## Task to carry out:
Do not repeat pictures. Repeat exactly the lines of the listing below from its first line through the line with "filter:drop-shadow(1px 0 #4a1f2b)".

..............................

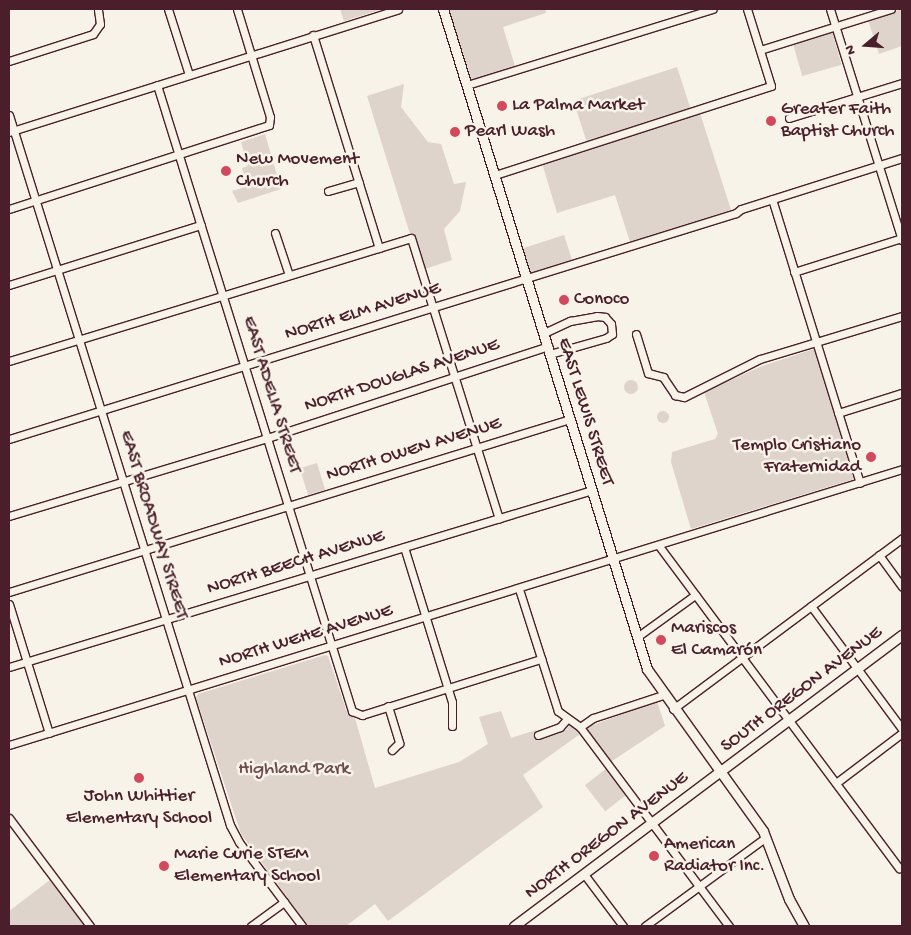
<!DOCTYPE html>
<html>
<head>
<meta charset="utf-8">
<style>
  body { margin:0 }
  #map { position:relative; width:911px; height:935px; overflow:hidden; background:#f7f3e8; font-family:"Gochi Hand",sans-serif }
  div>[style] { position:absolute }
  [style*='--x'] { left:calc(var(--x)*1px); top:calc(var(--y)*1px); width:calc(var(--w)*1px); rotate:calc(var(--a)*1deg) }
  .green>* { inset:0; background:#ded4cc; transform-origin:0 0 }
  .round { border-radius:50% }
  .roads { filter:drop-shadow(1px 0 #4a1f2b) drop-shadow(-1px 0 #4a1f2b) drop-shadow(0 1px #4a1f2b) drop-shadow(0 -1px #4a1f2b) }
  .minor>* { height:7px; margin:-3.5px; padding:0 3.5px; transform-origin:3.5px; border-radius:3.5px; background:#f7f3e8 }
  .major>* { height:9px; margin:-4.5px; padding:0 4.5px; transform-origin:4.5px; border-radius:4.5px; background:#f7f3e8 }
  .dots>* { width:14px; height:14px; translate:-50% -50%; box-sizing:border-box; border:2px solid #f7f3e8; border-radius:50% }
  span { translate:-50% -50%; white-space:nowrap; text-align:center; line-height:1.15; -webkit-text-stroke:5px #f7f3e8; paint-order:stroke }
  .poi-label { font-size:19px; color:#4a1f2b }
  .left { translate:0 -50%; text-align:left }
  .right { translate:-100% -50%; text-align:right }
  .street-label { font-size:19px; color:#4a1f2b }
  .park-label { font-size:19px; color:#6f4c53 }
  .frame { position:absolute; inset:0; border:10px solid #4a1f2b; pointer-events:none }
  .north { position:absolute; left:841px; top:20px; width:50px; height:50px; -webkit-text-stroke:4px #f7f3e8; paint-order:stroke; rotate:252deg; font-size:14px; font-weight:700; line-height:20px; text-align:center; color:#4a1f2b }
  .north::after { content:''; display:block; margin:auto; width:18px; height:22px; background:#4a1f2b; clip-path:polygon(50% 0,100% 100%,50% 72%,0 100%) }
</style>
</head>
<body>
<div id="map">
  <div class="green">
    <div style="clip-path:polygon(340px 9px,383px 9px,344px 21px)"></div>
    <div style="clip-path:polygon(449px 9px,545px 9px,546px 13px,503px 27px,515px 66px,472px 81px)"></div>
    <div style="clip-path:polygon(902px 9px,902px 46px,879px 54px,868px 20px)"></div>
    <div style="left:832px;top:31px;width:35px;height:41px;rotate:74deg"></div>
    <div style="left:677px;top:67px;width:45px;height:109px;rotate:72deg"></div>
    <div style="clip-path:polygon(404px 84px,401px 107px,428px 142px,441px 144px,454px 184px,466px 182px,460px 211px,444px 229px,452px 260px,425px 269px,414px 233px,410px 234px,367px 96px)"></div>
    <div style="clip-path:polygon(700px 113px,731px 210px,630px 242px,615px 195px,557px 213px,542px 163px)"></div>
    <div style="clip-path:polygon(265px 134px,281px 189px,238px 203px,232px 191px,248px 186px,242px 168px,248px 166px,241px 142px)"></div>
    <div style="left:564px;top:235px;width:26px;height:43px;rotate:72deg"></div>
    <div style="clip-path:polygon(814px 349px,854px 479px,691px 529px,671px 462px,672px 452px,715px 439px,718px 434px,704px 392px,762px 366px)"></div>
    <div class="round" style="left:624px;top:380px;width:14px;height:14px"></div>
    <div class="round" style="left:657px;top:411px;width:12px;height:12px"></div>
    <div style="left:317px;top:463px;width:28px;height:18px;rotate:73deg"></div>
    <div style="clip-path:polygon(325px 655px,328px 656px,347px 712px,355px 718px,375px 788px,459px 762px,488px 744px,479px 717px,501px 711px,511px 738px,536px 730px,538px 739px,566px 730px,570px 725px,580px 734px,523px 775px,543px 807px,388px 921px,375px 904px,346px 926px,308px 926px,241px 834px,196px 698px,198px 694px)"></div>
    <div style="clip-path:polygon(657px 701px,665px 726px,609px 763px,588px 734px,588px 727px)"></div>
    <div style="left:607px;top:768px;width:33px;height:28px;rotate:52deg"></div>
    <div style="clip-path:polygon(50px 880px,85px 926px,9px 926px,9px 911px)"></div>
  </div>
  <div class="roads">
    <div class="minor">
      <div style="--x:168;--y:9;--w:69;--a:72.3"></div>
      <div style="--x:830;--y:9;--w:242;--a:72.7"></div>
      <div style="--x:313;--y:35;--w:223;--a:72.8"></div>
      <div style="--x:760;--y:50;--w:137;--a:-17.4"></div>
      <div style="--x:9;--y:61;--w:88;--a:-17.8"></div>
      <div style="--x:93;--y:34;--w:12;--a:-55"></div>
      <div style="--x:100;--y:24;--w:15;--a:-98"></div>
      <div style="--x:157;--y:85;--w:656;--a:72.7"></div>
      <div style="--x:352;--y:711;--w:11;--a:22"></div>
      <div style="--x:362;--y:715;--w:188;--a:-17.4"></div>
      <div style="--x:467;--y:85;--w:257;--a:-17.2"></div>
      <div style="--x:9;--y:115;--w:744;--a:72.71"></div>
      <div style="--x:230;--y:825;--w:19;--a:62"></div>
      <div style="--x:239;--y:842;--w:105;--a:53.1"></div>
      <div style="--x:789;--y:118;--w:118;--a:-17.2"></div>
      <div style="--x:9;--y:132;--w:408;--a:-17.5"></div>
      <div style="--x:495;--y:175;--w:290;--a:-17.9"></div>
      <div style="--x:771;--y:86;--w:81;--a:-107.3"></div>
      <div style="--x:328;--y:191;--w:32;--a:-16"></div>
      <div style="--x:772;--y:199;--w:297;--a:72.8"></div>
      <div style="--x:9;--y:209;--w:273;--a:-17.9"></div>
      <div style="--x:269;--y:125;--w:8;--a:-83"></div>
      <div style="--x:270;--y:117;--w:113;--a:-107"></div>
      <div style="--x:275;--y:233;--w:44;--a:71.6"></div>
      <div style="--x:794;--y:272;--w:113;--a:-17.5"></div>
      <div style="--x:9;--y:285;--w:201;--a:-17.4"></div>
      <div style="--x:544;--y:333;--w:29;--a:-25"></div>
      <div style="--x:570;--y:321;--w:27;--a:-10"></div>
      <div style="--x:597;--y:316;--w:8;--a:7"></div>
      <div style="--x:605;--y:317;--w:9;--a:49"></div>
      <div style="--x:611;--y:324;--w:10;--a:84"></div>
      <div style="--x:612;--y:334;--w:7;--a:146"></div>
      <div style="--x:606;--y:338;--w:58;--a:164.1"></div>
      <div style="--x:636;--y:334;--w:41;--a:72.9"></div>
      <div style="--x:648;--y:373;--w:16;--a:15"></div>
      <div style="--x:663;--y:377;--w:22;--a:56"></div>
      <div style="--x:675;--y:395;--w:9;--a:13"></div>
      <div style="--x:684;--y:397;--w:85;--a:-26.6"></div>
      <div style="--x:760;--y:359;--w:148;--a:-16.8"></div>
      <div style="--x:9;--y:361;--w:420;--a:-17"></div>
      <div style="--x:411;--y:238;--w:294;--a:72.6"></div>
      <div style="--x:838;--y:413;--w:67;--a:-17.4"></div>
      <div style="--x:9;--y:439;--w:761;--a:-17.27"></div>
      <div style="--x:736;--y:213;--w:6;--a:-39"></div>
      <div style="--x:741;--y:209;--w:169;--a:-17.6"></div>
      <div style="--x:9;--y:516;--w:270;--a:-16.8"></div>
      <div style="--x:267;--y:438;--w:296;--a:-18.1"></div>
      <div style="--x:659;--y:546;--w:402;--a:53.3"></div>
      <div style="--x:404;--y:547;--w:162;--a:72.8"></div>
      <div style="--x:452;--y:702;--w:24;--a:90"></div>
      <div style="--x:879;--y:555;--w:39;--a:54"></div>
      <div style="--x:519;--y:589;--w:128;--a:72.3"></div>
      <div style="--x:558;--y:711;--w:27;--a:36"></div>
      <div style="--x:580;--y:727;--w:249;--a:53.2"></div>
      <div style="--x:9;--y:592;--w:587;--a:-17.14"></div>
      <div style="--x:9;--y:604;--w:135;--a:72.8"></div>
      <div style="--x:811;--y:606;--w:153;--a:53.5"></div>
      <div style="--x:637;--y:637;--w:72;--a:-35.9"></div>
      <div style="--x:9;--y:667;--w:609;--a:-16.89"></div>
      <div style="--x:388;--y:706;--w:39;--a:73"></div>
      <div style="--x:399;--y:743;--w:10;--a:135"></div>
      <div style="--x:673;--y:709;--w:286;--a:-36.7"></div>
      <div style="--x:580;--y:727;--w:16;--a:-35"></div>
      <div style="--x:593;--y:718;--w:74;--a:-18.2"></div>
      <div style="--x:538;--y:735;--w:23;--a:-20"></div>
      <div style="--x:560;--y:727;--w:11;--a:-49"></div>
      <div style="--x:9;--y:745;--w:935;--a:-17.17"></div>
      <div style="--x:836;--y:783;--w:83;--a:-37.1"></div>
      <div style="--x:9;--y:818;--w:135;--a:53.1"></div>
      <div style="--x:584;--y:874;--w:65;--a:53.1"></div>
      <div style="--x:251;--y:926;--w:41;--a:-36"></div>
      <div style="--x:645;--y:926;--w:150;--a:-36.3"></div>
    </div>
    <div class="major">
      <div style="--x:443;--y:9;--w:691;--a:72.82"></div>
      <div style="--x:647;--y:669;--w:199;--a:54.4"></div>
      <div style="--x:763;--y:831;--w:73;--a:69.1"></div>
      <div style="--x:789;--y:899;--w:31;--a:61"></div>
      <div style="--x:514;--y:926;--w:485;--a:-36.9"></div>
    </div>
  </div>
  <div class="dots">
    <div style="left:502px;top:106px;background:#d1495b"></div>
    <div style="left:771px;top:121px;background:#d1495b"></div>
    <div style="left:455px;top:132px;background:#d1495b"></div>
    <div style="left:226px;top:171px;background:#d1495b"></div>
    <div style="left:564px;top:300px;background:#d1495b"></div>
    <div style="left:871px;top:457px;background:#d1495b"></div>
    <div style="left:661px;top:640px;background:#d1495b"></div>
    <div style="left:139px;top:778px;background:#d1495b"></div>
    <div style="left:654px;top:856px;background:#d1495b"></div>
    <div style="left:164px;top:866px;background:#d1495b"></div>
  </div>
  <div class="poi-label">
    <span class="left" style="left:512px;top:106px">La Palma Market</span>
    <span class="left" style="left:781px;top:121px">Greater Faith<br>Baptist Church</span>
    <span class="left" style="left:465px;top:132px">Pearl Wash</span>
    <span class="left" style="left:236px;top:171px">New Movement<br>Church</span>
    <span class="left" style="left:574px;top:300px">Conoco</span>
    <span class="right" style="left:861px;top:457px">Templo Cristiano<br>Fraternidad</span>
    <span class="left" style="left:671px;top:640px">Mariscos<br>El Camarón</span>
    <span style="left:139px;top:808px">John Whittier<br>Elementary School</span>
    <span class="left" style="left:664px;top:856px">American<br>Radiator Inc.</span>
    <span class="left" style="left:174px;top:866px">Marie Curie STEM<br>Elementary School</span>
  </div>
  <div class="street-label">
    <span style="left:363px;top:312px;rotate:-17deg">NORTH ELM AVENUE</span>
    <span style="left:402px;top:376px;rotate:-18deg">NORTH DOUGLAS AVENUE</span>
    <span style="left:271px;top:395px;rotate:73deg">EAST ADELIA STREET</span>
    <span style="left:585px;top:412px;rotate:73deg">EAST LEWIS STREET</span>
    <span style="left:414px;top:450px;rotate:-17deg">NORTH OWEN AVENUE</span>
    <span style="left:153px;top:525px;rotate:73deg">EAST BROADWAY STREET</span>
    <span style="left:296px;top:563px;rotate:-17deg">NORTH BEECH AVENUE</span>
    <span style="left:306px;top:637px;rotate:-17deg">NORTH WEHE AVENUE</span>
    <span style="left:802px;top:690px;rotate:-37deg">SOUTH OREGON AVENUE</span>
    <span style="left:607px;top:836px;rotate:-37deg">NORTH OREGON AVENUE</span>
  </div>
  <div class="park-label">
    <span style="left:294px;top:770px">Highland Park</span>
  </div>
  <div class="frame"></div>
  <div class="north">N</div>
</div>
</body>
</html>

..............................

## Exercise result:
<!DOCTYPE html>
<html>
<head>
<meta charset="utf-8">
<style>
  body { margin:0 }
  #map { position:relative; width:911px; height:935px; overflow:hidden; background:#f7f3e8; font-family:"Gochi Hand",sans-serif }
  div>[style] { position:absolute }
  [style*='--x'] { left:calc(var(--x)*1px); top:calc(var(--y)*1px); width:calc(var(--w)*1px); rotate:calc(var(--a)*1deg) }
  .green>* { inset:0; background:#ded4cc; transform-origin:0 0 }
  .round { border-radius:50% }
  .roads { filter:drop-shadow(1px 0 #4a1f2b) drop-shadow(-1px 0 #4a1f2b) drop-shadow(0 1px #4a1f2b) drop-shadow(0 -1px #4a1f2b) }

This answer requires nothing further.